We also have a Scheme with Highway for modified and performance vehicles. They were actually bought out by LV insurance a few years and the service they offer is top notch. The cover is excellent as well.

We know Gary at Keith Michaels through the Subaru Scene as well and he is a Top Guy.


----------



## gtr_vspec (Nov 12, 2009)

I was always with Highway through my VW modding days, and loved them. They were great. The brokers I used were HIC to begin with, and then Brentacre.

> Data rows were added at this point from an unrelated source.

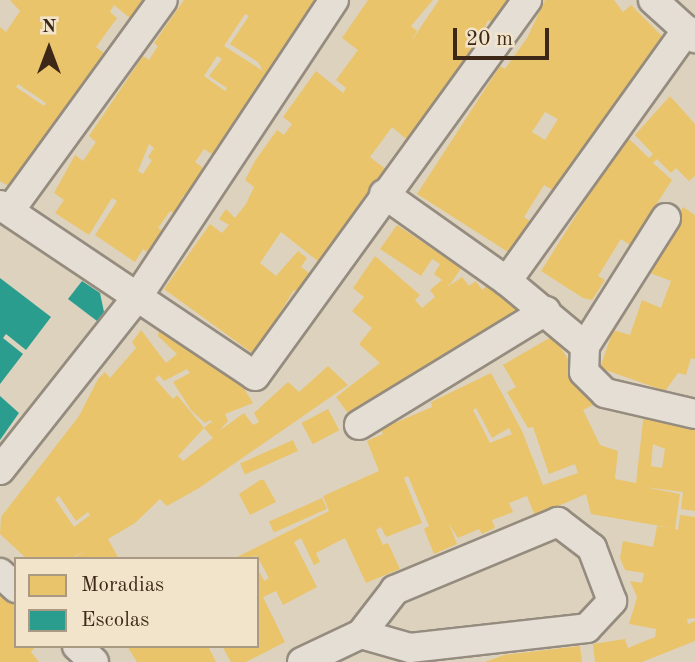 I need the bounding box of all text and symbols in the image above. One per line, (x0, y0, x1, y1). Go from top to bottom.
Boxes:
north arrow (14, 14, 84, 84)
scale bar (457, 14, 553, 58)
text: N (42, 18, 56, 37)
text: 20 m (466, 29, 513, 50)
legend (14, 557, 259, 648)
text: Moradias (81, 575, 164, 596)
text: Escolas (81, 610, 149, 631) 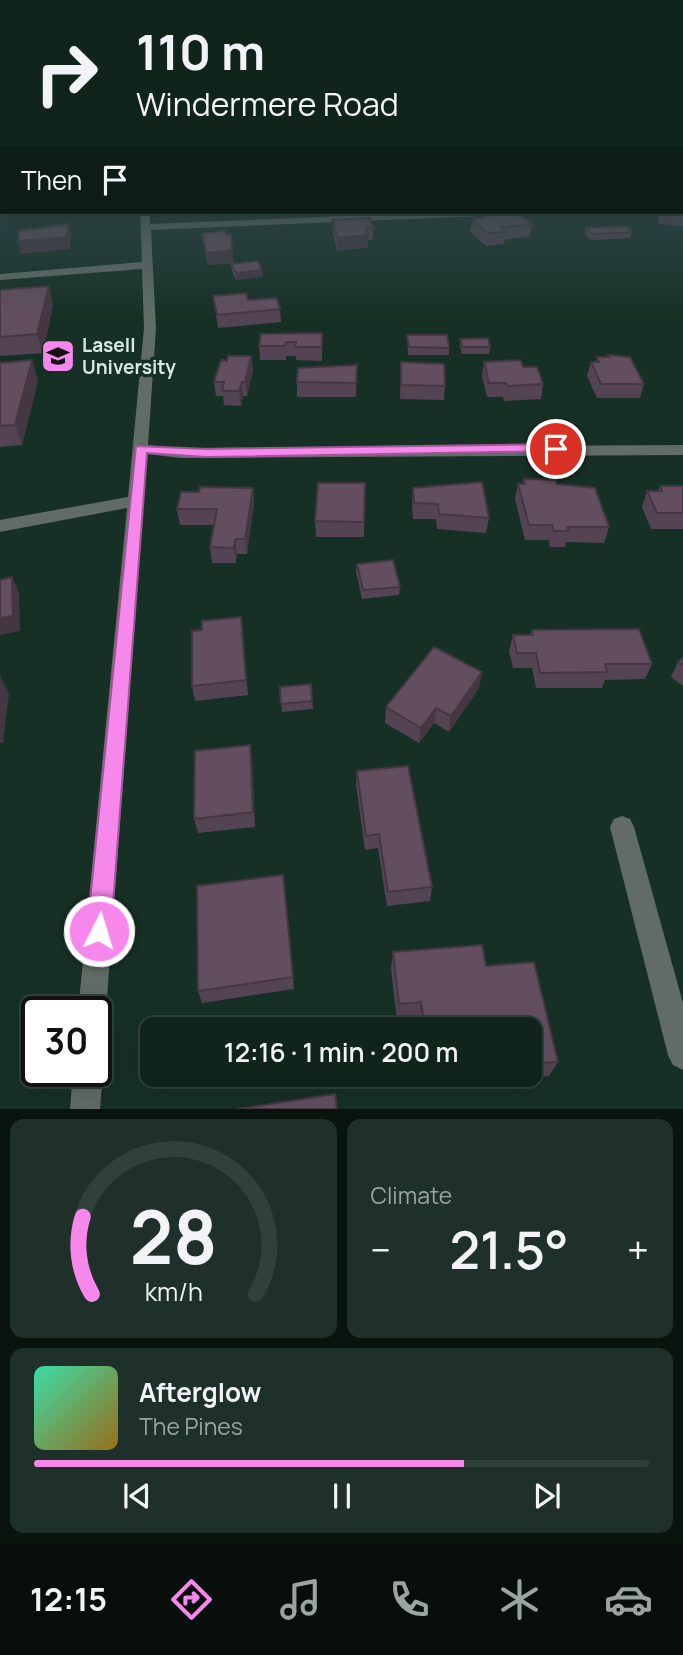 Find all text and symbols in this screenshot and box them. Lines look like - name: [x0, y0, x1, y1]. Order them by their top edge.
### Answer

Brentacre said Highway wouldn't touch the Skyline so I'm interested to know if they were lying - i.e. whether it was Highway or actually Brentacre that wouldn't touch the Skyline.

Another thing that happened to me was that I originally got a quote for the Skyline from A-Plan, but then once I'd bought the car, they decided my stage 1 GTR was somehow "too modified". I'm willing to pay (slightly) over the odds for the knowledge that I can call up with over 200bhp more, and many extra mods, and still have cover, and this is what I believe I have found with Sky (tried and tested in fact).

Neil - with your Highway policy, would the above be OK? Are there any limits/restrictions? Very interested in going back to Highway if it's possible and there are no catches.


----------



## [email protected] (Nov 21, 2007)

gtr_vspec said:


> Neil - with your Highway policy, would the above be OK? Are there any limits/restrictions? Very interested in going back to Highway if it's possible and there are no catches.


Hi

Every Broker will have different schemes with the insurers as we all target different vehicles. For example Brentacre can quote drivers under 21 whereas we dont. So on the reverse there will be vehicle models that we quote that Brentacre dont and vice-versa.

We actually have 4 underwriters that quote Skylines so have quite a bit of choice when it comes to prices.

Best Regards
Neil
Greenlight


----------



## Keith Michaels (Apr 3, 2009)

ITSt said:


> So a strong recommendation for Keith Michaels, Highway Insurance and of course Kennedy Coachworks :thumbsup:


Hi ITSt, 

I know I'm a bit late picking this up but thanks for your kind words, I'm glad you're happy with ours and Highway's service. 

It's good to hear you're back on the road again too! 

Be safe, 

Matt


----------